-- Opening Marker --
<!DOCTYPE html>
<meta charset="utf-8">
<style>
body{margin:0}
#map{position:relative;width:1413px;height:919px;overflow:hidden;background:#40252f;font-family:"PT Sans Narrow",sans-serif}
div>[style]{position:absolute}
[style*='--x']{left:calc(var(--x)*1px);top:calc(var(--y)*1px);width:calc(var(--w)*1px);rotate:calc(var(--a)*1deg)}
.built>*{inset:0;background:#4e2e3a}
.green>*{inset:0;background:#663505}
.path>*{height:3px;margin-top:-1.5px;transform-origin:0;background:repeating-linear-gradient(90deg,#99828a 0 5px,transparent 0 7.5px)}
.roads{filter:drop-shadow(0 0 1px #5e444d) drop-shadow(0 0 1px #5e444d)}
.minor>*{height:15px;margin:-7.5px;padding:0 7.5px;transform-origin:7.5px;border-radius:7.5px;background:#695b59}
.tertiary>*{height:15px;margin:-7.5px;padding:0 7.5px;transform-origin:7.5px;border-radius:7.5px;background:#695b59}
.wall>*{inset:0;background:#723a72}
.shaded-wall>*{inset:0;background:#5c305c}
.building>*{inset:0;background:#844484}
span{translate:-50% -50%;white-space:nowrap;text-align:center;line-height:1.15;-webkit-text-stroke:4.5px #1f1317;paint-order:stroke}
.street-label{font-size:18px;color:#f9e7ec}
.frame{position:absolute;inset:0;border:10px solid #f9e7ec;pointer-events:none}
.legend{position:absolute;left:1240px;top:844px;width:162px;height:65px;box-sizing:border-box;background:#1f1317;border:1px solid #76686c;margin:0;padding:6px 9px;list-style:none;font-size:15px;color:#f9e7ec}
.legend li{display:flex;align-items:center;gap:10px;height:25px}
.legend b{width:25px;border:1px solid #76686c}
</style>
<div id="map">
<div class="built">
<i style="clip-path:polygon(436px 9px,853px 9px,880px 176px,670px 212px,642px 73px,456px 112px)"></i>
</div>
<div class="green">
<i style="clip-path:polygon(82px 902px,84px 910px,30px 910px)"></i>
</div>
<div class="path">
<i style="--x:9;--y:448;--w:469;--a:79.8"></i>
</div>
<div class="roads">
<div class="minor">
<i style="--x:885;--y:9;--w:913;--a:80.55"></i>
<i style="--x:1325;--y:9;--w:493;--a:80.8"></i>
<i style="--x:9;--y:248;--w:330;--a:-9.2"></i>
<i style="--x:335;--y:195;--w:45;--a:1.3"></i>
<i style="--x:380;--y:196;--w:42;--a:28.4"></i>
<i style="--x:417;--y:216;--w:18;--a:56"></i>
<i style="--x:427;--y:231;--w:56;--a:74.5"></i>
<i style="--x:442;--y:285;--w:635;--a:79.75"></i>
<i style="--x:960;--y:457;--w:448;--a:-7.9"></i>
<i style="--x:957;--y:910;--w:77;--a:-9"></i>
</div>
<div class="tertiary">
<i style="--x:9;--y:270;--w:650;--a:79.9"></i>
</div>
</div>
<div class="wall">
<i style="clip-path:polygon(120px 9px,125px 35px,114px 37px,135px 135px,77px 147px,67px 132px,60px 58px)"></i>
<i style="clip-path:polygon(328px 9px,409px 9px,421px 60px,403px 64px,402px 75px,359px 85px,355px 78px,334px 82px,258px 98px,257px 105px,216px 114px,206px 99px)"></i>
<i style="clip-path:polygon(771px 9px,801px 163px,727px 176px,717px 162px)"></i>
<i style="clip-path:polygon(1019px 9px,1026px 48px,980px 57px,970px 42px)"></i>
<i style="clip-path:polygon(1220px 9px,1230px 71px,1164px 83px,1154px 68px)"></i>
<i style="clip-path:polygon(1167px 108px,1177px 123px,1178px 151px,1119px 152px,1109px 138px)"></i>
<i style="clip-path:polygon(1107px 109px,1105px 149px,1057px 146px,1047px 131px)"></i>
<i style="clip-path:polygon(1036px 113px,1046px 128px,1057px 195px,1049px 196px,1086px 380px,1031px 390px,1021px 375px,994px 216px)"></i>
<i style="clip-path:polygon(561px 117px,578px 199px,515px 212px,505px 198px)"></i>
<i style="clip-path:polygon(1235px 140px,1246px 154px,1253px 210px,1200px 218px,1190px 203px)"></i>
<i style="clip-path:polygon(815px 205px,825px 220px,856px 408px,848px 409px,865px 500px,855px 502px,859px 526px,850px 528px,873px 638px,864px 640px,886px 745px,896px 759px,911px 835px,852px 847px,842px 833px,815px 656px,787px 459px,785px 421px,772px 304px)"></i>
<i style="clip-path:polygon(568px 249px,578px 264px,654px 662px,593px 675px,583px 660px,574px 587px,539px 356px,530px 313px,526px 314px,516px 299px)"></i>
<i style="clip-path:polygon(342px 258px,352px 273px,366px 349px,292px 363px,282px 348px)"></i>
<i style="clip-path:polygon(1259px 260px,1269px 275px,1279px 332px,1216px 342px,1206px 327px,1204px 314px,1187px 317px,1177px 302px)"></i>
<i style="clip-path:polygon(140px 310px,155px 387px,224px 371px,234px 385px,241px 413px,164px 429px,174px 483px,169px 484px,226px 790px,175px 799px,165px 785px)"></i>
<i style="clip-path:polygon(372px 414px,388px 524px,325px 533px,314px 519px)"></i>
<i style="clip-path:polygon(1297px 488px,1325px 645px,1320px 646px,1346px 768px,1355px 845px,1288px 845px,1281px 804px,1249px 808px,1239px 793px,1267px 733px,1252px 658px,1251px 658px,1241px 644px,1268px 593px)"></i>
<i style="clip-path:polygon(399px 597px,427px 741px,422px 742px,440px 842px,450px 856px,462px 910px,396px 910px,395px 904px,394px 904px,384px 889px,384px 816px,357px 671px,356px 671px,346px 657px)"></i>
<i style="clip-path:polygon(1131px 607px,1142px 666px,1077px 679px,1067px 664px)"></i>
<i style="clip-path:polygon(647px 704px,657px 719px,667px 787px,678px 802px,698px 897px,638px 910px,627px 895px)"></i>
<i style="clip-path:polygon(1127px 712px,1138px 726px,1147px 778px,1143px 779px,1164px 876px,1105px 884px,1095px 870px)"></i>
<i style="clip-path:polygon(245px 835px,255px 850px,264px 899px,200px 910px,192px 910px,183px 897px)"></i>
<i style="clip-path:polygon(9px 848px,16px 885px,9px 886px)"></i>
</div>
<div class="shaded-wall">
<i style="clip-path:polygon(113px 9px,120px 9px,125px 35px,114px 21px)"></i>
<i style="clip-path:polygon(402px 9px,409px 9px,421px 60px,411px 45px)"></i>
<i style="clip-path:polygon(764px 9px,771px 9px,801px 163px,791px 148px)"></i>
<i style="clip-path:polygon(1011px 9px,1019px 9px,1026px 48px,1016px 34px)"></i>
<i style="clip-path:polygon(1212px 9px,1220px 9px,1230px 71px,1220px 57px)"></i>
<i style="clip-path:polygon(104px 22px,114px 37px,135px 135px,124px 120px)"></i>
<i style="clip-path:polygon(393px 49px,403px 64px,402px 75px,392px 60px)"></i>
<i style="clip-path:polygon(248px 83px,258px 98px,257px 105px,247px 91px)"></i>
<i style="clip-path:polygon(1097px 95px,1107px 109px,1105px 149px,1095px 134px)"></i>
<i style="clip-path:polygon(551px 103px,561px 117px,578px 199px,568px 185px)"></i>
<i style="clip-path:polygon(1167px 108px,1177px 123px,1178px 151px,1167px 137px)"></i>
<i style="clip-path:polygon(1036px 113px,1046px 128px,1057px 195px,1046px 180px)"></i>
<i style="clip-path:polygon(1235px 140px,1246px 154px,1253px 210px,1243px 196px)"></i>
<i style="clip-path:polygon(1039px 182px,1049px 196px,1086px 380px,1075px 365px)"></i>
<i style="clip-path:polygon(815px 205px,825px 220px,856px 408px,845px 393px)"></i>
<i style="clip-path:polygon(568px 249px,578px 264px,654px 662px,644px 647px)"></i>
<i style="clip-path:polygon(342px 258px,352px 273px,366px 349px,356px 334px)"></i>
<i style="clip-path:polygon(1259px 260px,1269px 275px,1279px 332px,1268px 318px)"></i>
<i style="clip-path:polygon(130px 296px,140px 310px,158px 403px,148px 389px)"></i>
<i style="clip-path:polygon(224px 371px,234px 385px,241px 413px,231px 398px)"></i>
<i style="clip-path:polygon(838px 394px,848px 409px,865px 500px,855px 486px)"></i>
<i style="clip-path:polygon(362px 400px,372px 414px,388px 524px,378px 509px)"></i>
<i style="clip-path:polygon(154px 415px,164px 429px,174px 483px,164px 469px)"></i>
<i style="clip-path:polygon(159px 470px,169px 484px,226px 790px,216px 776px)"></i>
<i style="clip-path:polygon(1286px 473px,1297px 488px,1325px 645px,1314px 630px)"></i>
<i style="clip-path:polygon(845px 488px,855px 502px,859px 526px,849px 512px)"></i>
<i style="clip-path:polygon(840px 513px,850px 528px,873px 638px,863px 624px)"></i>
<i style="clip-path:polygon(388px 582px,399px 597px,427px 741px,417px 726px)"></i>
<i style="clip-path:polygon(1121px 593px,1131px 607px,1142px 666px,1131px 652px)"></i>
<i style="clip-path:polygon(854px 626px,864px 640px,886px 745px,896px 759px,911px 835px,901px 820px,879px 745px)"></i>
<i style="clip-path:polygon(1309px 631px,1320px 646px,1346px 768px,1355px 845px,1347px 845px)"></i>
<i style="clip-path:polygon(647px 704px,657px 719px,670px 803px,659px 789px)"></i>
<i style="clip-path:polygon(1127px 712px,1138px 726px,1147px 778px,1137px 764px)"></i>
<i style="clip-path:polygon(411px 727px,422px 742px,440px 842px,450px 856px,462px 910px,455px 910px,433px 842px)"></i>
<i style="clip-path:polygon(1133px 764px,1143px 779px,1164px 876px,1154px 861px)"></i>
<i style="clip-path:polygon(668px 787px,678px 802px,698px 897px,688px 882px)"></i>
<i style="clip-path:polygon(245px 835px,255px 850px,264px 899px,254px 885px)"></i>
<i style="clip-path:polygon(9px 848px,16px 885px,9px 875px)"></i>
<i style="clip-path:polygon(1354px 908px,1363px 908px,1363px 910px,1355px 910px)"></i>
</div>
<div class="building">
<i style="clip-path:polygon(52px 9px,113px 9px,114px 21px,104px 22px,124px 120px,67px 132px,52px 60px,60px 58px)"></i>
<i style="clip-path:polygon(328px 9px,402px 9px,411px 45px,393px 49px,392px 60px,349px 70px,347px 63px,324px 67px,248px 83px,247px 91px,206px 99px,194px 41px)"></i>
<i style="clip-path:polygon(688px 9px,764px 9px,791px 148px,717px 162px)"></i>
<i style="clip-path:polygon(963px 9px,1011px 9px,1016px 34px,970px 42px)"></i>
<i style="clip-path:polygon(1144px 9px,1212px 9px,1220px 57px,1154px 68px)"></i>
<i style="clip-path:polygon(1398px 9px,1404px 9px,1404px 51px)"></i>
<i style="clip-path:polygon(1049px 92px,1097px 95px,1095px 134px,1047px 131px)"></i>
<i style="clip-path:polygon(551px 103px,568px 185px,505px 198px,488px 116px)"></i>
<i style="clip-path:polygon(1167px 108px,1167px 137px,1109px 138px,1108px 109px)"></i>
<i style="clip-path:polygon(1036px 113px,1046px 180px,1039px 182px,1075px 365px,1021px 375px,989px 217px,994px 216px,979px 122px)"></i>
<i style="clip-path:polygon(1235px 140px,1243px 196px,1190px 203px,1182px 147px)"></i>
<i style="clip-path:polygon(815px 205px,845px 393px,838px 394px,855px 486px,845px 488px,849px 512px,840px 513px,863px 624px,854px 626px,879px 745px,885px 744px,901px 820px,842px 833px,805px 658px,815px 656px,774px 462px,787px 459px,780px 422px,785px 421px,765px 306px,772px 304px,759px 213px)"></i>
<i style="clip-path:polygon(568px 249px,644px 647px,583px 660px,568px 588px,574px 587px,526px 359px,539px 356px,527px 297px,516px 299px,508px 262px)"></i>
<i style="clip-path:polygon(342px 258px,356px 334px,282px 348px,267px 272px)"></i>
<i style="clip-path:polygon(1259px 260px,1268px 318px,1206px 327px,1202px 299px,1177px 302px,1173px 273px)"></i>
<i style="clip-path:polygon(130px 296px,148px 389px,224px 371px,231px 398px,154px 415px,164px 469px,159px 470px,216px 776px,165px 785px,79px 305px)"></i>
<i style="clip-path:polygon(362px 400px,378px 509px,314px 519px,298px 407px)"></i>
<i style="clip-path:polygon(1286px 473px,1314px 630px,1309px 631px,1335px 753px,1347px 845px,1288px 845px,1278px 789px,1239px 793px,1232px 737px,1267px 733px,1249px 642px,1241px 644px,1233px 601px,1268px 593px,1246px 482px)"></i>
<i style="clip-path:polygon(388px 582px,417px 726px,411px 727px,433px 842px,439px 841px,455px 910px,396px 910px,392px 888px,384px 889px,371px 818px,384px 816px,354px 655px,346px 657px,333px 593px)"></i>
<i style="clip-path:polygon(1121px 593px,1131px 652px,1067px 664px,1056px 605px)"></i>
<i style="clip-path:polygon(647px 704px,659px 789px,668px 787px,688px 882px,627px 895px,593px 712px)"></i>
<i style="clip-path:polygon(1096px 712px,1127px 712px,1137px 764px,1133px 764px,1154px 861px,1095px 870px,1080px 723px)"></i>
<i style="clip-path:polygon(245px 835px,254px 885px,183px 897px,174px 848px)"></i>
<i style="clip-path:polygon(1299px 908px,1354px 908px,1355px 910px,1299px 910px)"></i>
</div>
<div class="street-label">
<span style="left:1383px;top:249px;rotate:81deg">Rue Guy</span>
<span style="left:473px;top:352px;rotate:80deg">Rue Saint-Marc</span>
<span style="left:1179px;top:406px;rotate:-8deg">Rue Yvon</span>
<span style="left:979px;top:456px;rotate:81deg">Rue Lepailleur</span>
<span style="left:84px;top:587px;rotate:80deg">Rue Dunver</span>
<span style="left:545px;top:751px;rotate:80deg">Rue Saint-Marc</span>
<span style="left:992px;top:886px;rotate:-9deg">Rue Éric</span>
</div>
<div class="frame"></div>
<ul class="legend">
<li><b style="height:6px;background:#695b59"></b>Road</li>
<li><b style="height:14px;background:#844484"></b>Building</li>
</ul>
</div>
-- Closing Marker --
— Problem —
Looking through the data above, copy out each line in which the string "shaded" occurs.

— Answer section —
.shaded-wall>*{inset:0;background:#5c305c}
<div class="shaded-wall">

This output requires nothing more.